The artists take a stand
Graham Bennett, Nigel Brown, Bing Dawe, Barry Cleavin, Fatu Feu'u, Gregory O'Brien & Euan Macleod, Wayne Seyb, Michael Smither
20 August to Election Day (23 September)
Preview: Sunday 20 August 4pm
Swimmable, wadeable, drinkable…? Or degraded? These are questions our artists have long explored, working to raise public consciousness of the issues into the 'mainstream' before it is too late. The above quote from Coleridge’s The Rime of the Ancient Mariner seems devastatingly appropriate to the worsening state of our rivers, harbours and other waterways.
So, with the election looming, what better subject for an exhibition to raise awareness of the need for a change in attitude – and action!
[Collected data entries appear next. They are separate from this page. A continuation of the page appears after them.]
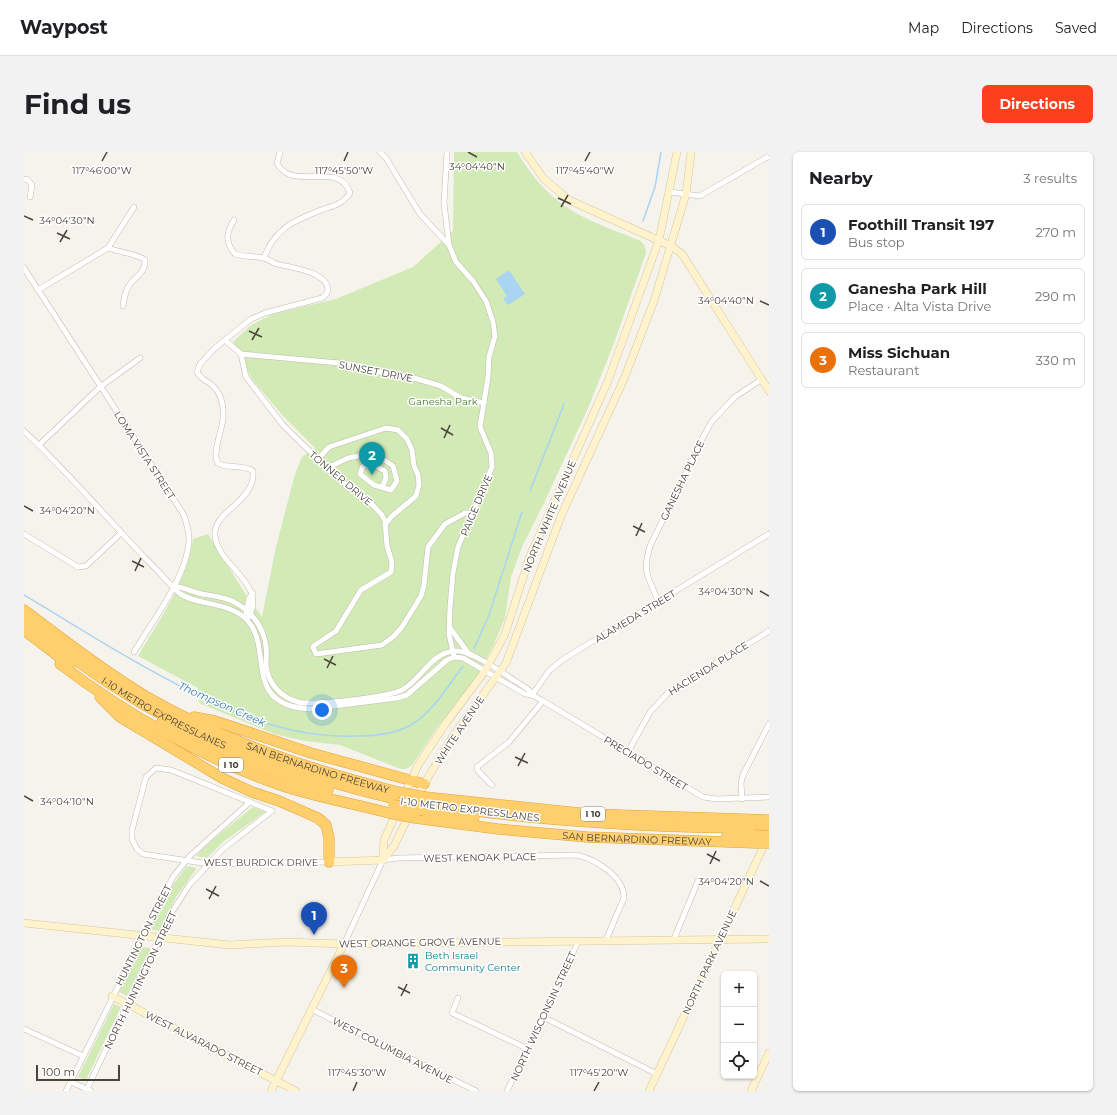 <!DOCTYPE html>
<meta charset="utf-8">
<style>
:root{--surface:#fff;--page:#f2f2f2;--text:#202124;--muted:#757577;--line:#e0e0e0;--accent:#fc3f1d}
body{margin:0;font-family:Montserrat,sans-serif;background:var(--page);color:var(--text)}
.controls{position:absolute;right:12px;bottom:12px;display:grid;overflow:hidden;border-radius:6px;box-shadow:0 1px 3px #0004}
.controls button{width:36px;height:36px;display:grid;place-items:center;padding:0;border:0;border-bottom:1px solid var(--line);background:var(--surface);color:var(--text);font:20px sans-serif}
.scale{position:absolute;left:12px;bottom:10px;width:84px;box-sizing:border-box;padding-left:4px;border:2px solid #4b4439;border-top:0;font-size:11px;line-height:14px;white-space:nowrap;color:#4b4439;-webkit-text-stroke:3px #fff;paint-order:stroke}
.you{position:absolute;left:298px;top:558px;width:14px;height:14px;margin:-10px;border:3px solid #fff;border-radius:50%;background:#1a73e8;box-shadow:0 0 0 6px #1a73e833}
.badge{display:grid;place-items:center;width:26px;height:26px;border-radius:50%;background:var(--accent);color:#fff;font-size:13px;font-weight:700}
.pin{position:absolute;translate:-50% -33px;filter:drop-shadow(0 1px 2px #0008)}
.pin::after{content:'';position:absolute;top:21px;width:14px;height:12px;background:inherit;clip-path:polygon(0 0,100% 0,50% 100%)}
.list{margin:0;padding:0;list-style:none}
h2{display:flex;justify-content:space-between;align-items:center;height:52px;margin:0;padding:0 16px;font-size:17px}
h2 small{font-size:13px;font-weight:400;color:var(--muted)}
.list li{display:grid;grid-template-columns:26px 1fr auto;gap:12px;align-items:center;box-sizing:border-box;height:56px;margin:0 8px 8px;padding:0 8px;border:1px solid var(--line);border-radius:6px}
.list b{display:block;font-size:15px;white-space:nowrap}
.list p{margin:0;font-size:13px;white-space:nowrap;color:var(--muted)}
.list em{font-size:13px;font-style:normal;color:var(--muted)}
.icon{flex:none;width:22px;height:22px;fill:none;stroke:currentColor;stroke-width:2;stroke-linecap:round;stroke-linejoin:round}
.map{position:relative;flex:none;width:745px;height:939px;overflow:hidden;border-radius:6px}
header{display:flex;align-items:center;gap:24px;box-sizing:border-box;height:56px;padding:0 20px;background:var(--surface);border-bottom:1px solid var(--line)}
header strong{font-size:19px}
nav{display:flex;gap:22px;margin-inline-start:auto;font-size:14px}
.intro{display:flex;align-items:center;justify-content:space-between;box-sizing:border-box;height:96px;padding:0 24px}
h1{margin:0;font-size:28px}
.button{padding:10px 18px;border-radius:6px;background:var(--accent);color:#fff;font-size:14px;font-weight:700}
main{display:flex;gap:24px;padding:0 24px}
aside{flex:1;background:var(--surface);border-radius:6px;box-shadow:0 1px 3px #0004}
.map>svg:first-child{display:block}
.green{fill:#d2eab5}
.water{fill:#a9d4f2}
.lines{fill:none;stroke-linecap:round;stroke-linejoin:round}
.stream{stroke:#a9d4f2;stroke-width:1.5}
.street-casing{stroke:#c2bbae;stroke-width:6}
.secondary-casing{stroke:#d6c79b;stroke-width:8}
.highway-casing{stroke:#e0a43c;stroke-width:11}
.street{stroke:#fff;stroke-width:5}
.secondary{stroke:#fff3cd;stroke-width:7}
.highway{stroke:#ffcf6e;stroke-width:10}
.highway-bridge-casing{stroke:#e0a43c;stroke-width:11;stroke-linecap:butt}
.highway-bridge{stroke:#ffcf6e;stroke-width:10}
.ticks{fill:none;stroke:#4b4439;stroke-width:1.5}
.labels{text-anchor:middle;stroke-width:3;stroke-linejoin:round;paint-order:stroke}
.shield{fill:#fff;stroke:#817c74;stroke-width:1}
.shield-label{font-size:9px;font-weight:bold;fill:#4b4439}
.street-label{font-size:10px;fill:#4b4439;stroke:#fff}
.park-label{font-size:10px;fill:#4a7f2a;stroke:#fff}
.culture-label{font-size:10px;fill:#0d838f;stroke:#fff;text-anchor:start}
.water-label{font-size:11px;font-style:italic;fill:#2e7ab2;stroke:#fff}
.ticks-label{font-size:10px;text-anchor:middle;fill:#4b4439;stroke:#fff;stroke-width:3;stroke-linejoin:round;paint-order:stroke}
</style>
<header>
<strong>Waypost</strong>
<nav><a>Map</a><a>Directions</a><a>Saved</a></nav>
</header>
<div class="intro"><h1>Find us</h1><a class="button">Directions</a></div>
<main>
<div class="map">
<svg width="745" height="939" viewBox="0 0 745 939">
<rect width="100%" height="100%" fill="#f6f3ec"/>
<g class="green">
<path d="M430,0H493C527,57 559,66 617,89L621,94L622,101L590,191L564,256L520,351L498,395L487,425L481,466L469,494L453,524L412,577L388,613L382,617H377L316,593L281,589L250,582L175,551L174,536L114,504C136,467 163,430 169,387L184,382L222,443L238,465L252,395L271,322L278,305L291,296L259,264L228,227L209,190L227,173L249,162L312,147L389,115L429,79Z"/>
<polygon points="229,655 241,660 199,690 183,706 172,704 187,689"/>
<polygon points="163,714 173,716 152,745 135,779 125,777 140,745"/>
<polygon points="117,795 127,796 103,844 95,840"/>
<polygon points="90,852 97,855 62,928 54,925"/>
</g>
<polygon class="water" points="485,118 501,142 484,153 479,147 483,144 472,127"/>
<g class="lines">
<g class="stream">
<polyline points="619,69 631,35 637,0"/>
<polyline points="506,339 540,252"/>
<path d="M0,443C57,477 111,512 170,541C225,567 269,586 332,584C350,584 371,582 387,573C409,560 424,534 439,514"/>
<polyline points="450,497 465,463 498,360"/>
</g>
<g class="street-casing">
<g id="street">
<polyline points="356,0 362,6 396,62 425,93"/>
<polyline points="423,0 420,51 425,93 432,110 449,129 462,149 469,170 471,184 465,205 464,225 456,275 467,301 468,315 434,395 429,421 426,455 425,482 430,505"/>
<polyline points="0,27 4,28 8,33 6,45"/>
<polyline points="646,40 676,44 745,4"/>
<path d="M210,68C202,81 201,90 211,102C221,105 230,104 239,106C243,106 246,109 250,111C265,116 300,118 304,136C304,141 302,143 298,146L241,161L227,167L191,196L176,212L173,220C176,226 179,227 184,230C196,238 200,252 199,266C199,276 187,303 194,311C201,317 218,312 229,319C232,350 188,359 191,384C195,416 246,432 223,468"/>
<path d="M84,96C95,100 114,102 121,108C122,120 112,124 106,132C101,139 100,146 99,154"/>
<path d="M240,106C251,75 272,68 300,57C310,54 320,51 326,41C315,7 268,41 253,11L256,0"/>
<path d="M0,116L160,363C163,374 167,385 164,397C158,431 128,470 110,500"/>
<polyline points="14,138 84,96 110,55"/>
<polyline points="202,189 217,202 222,225 259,273 312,325 345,349 358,363 361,369 363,394 368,410 367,420 337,438 312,479 291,493 289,495 292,502 358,493 369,485 378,475 397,444 400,433 404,395 421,372 441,361 448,361"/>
<polyline points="217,202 326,212 354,220 383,224 417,234 437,246 460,251"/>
<path d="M0,279C43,319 81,364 121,406C133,417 143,430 155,441C170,453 203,449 222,467C251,495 216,554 287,557L373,546L383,543L423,508L430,505L439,506L501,542L508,543L519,549L679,645L693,647L745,645"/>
<polyline points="15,293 76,235 116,206"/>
<polyline points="294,307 305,295 362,276 374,278 383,287 388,298 390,314 394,323 395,333 392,344 368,364 361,373"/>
<path d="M303,316L324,306L350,301L369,314L373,329L367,338L350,333L336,322L339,314C348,311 353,315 361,319L362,326L359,334"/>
<polyline points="0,382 54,415 62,414 97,381"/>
<path d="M149,434C160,435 168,440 178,442C189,444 201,445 210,450C228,459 240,476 242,495C243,501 242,507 242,513C244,531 256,545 274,550C288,554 364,545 378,538C397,528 409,497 434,499C451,500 489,528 505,538L508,543"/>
<path d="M635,450C624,426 618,420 626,394L678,287L688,269L711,245L738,227"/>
<polyline points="222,461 225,446 229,441"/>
<polyline points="426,476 445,502"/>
<polyline points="508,543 525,519 538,508 745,382"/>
<polyline points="604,600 626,560 644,541 745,479"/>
<polyline points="468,633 454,619 453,615 485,590 519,549"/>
<polyline points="718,647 717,631 719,623 745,572"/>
<polyline points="248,659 147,618 132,616 122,625 108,678 108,687 113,697 119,702 185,712 305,710"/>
<polyline points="650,787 674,729"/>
<path d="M320,792L359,708L374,706L553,703C572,708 600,724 600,746L582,788"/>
<polyline points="434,846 428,861 504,897"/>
<polyline points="287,857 452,939"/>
<polyline points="519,865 633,922"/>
<polyline points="0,877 59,904"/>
<polyline points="47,930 67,939"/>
<polyline points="42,939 149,725 166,704 226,650"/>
<polyline points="62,939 146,763 166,732 199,697 248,659"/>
<polyline points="483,939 555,788"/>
</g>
</g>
<g class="secondary-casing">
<g id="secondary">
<polyline points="501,0 520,27 545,48 647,94 658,102 745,239"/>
<polyline points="359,708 370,694 400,632 429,584 482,511 537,364 600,227 630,149 662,42 667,0"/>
<polyline points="359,708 360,688 394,613 422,571 461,519 481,482 506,404 584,229 635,88 653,0"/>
<polyline points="305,710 359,708"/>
<polyline points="0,771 206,793 262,790 320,792 745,787"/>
<polyline points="88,844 272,939"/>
<polyline points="247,939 320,792"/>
<polyline points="625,939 742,689"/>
<polyline points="727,939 745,901"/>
</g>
</g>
<g class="highway-casing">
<g id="highway">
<path id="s1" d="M0,458C40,488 80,519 123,545C201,590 288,618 374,640"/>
<path id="s2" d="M0,469C34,495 67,521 104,543C186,594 278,625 371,647"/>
<polyline points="0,478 46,513"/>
<path d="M36,512C99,560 184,609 259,634C293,645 330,652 365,661"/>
<polyline points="76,545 96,565 198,626 228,640 255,649 294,666 302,673 305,686 305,710"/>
<polyline points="170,565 191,569 287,601 400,632"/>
<path d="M138,570C190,599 247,621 304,638"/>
<polyline points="401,645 565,662 745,668"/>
<path d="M398,652C513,669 628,676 745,676"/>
<polyline points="410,660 450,666"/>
<path id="s3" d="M391,666L474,677L563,685L731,691"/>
<polyline points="703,683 730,683"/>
</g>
</g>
<use href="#street" class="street"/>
<use href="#secondary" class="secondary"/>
<use href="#highway" class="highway"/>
<g class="highway-bridge-casing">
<g id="highway-bridge">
<polyline points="374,640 401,645"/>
<polyline points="369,653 402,659"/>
<polyline points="365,661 391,666"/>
<polyline points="730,683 745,684"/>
<polyline points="731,691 745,691"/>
</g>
</g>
<use href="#highway-bridge" class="highway-bridge"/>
</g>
<path class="ticks" d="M444,0L453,5M78,9L83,0M320,9L324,0M561,9L566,0M534,46L547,52M537,55L544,43M0,64L9,68M33,81L46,87M36,90L43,78M736,149L745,153M225,179L238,185M228,188L235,176M417,276L429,283M420,286L426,273M0,354L9,359M609,374L621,380M612,384L618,371M108,409L120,415M111,419L117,406M736,439L745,444M300,507L312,513M303,516L309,504M491,605L504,611M494,614L501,601M0,644L9,649M683,702L696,709M686,712L692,699M736,729L745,734M182,737L195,744M185,747L192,734M374,835L386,841M377,844L383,832M329,939L333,930M570,939L575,930"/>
<defs>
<g id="building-bare" transform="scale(1.2)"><path d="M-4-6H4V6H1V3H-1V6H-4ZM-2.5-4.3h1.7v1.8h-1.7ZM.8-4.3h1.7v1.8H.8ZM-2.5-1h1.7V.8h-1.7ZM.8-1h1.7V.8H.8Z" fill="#0f9aa8" stroke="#fff" stroke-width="2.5" paint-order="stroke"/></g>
</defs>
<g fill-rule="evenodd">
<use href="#building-bare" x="389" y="809"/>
</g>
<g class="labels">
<g class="shield">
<rect x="195" y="606" width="24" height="14" rx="3"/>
<rect x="557" y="655" width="24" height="14" rx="3"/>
</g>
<g class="shield-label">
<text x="207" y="616">I 10</text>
<text x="569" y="665">I 10</text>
</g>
<g class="street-label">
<text transform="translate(352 219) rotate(11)" y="4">SUNSET DRIVE</text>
<text transform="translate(121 303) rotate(57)" y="4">LOMA VISTA STREET</text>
<text transform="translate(317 326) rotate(40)" y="4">TONNER DRIVE</text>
<text transform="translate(658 328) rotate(-64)" y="4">GANESHA PLACE</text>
<text transform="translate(452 353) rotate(-67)" y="4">PAIGE DRIVE</text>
<text transform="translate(525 364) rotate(-67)" y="4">NORTH WHITE AVENUE</text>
<text transform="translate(611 464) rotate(-31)" y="4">ALAMEDA STREET</text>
<text transform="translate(684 516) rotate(-32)" y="4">HACIENDA PLACE</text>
<text dy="4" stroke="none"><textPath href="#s2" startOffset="168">I-10 METRO EXPRESSLANES</textPath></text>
<text transform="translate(435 578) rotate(-56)" y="4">WHITE AVENUE</text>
<text transform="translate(622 611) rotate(31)" y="4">PRECIADO STREET</text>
<text dy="4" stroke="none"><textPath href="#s1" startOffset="336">SAN BERNARDINO FREEWAY</textPath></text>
<text transform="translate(446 657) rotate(7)" y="4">I-10 METRO EXPRESSLANES</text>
<text dy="4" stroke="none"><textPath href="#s3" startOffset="223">SAN BERNARDINO FREEWAY</textPath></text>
<text transform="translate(456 705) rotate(-1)" y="4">WEST KENOAK PLACE</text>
<text x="237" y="714">WEST BURDICK DRIVE</text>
<text transform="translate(119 783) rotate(-63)" y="4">HUNTINGTON STREET</text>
<text transform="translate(396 790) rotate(-1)" y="4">WEST ORANGE GROVE AVENUE</text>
<text transform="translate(685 810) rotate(-65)" y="4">NORTH PARK AVENUE</text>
<text transform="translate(116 828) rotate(-64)" y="4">NORTH HUNTINGTON STREET</text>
<text transform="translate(519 864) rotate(-65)" y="4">NORTH WISCONSIN STREET</text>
<text transform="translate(180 891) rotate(27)" y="4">WEST ALVARADO STREET</text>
<text transform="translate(369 898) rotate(27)" y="4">WEST COLUMBIA AVENUE</text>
</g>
<g class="park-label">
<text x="419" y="253">Ganesha Park</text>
</g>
<g class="culture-label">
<text x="401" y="807">Beth Israel<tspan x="401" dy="12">Community Center</tspan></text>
</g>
<g class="water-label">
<text transform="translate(198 552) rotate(24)" y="4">Thompson Creek</text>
</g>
</g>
<g class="ticks-label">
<text x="453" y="18">34°04'40"N</text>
<text x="78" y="22">117°46'00"W</text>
<text x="320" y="22">117°45'50"W</text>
<text x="561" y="22">117°45'40"W</text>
<text x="43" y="72">34°04'30"N</text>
<text x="702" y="152">34°04'40"N</text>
<text x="43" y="362">34°04'20"N</text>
<text x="702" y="443">34°04'30"N</text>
<text x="43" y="653">34°04'10"N</text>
<text x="702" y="733">34°04'20"N</text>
<text x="333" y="924">117°45'30"W</text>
<text x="575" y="924">117°45'20"W</text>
</g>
</svg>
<div class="controls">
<button>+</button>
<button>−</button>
<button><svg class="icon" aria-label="locate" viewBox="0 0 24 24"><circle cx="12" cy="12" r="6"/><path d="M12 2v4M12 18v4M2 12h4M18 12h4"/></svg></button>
</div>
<div class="scale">100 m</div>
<div class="you"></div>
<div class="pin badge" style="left:290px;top:783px;background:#1a4fb4">1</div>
<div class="pin badge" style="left:348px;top:323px;background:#0f9aa8">2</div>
<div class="pin badge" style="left:320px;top:836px;background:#e8710a">3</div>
</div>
<aside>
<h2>Nearby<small>3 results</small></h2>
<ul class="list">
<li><span class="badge" style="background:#1a4fb4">1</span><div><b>Foothill Transit 197</b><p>Bus stop</p></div><em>270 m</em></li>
<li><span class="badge" style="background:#0f9aa8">2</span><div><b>Ganesha Park Hill</b><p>Place · Alta Vista Drive</p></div><em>290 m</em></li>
<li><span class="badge" style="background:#e8710a">3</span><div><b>Miss Sichuan</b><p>Restaurant</p></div><em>330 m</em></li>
</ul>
</aside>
</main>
Absolutely on point is Nigel Brown’s lament to the rivers, We are Sorry, while Graham Bennett’s Pooling Ignorance signals the future, with a surface rusted from a pool of polluted Canterbury water. Touch this artwork at your peril.
Pooling Ignorance will go on to be exhibited at the Social Enterprise World Forum, the largest conference held in Christchurch since the 2011 quake; this work is available for purchase subject to being available to exhibit there also; a beautiful study for the sculpture is included in the price.
Like Bennett, prominent sculptor Bing Dawe seduces with exquisite craftsmanship to launch piercing questions about our impact on the waterways, as does leading printmaker Barry Cleavin, here with a series Ex Libris based on bookplates by various writers with tales of rough waters, including Jack London, Samuel Coleridge and Edgar Allen Poe, reinterpreted in Cleavin’s inimitable ironic style.
Commentary on Canterbury rivers and other waterways would be incomplete without the vigorous paintings of Wayne Seyb—both celebration and lamentation—alongside the woven stories of Gregory O’Brien’s Ashburton Riverbook series and a striking painting about ’sunset systems’ created collaboratively with master of landscape Euan Macleod. Fatu Feu’u focuses on the need for sanctuaries such as the Kermadecs, and precious springwaters. Finally, a late inclusion, Stony River, from Michael Smither—one of the first of our contemporary artists to crusade on water quality issues, five decades ago.
It’s a diverse show, with powerful undercurrents, which our waters always should have. The exhibition runs to 23 September—Election Day. Like the artists, I hope this exhibition adds to the call for overt action to protect our waterways.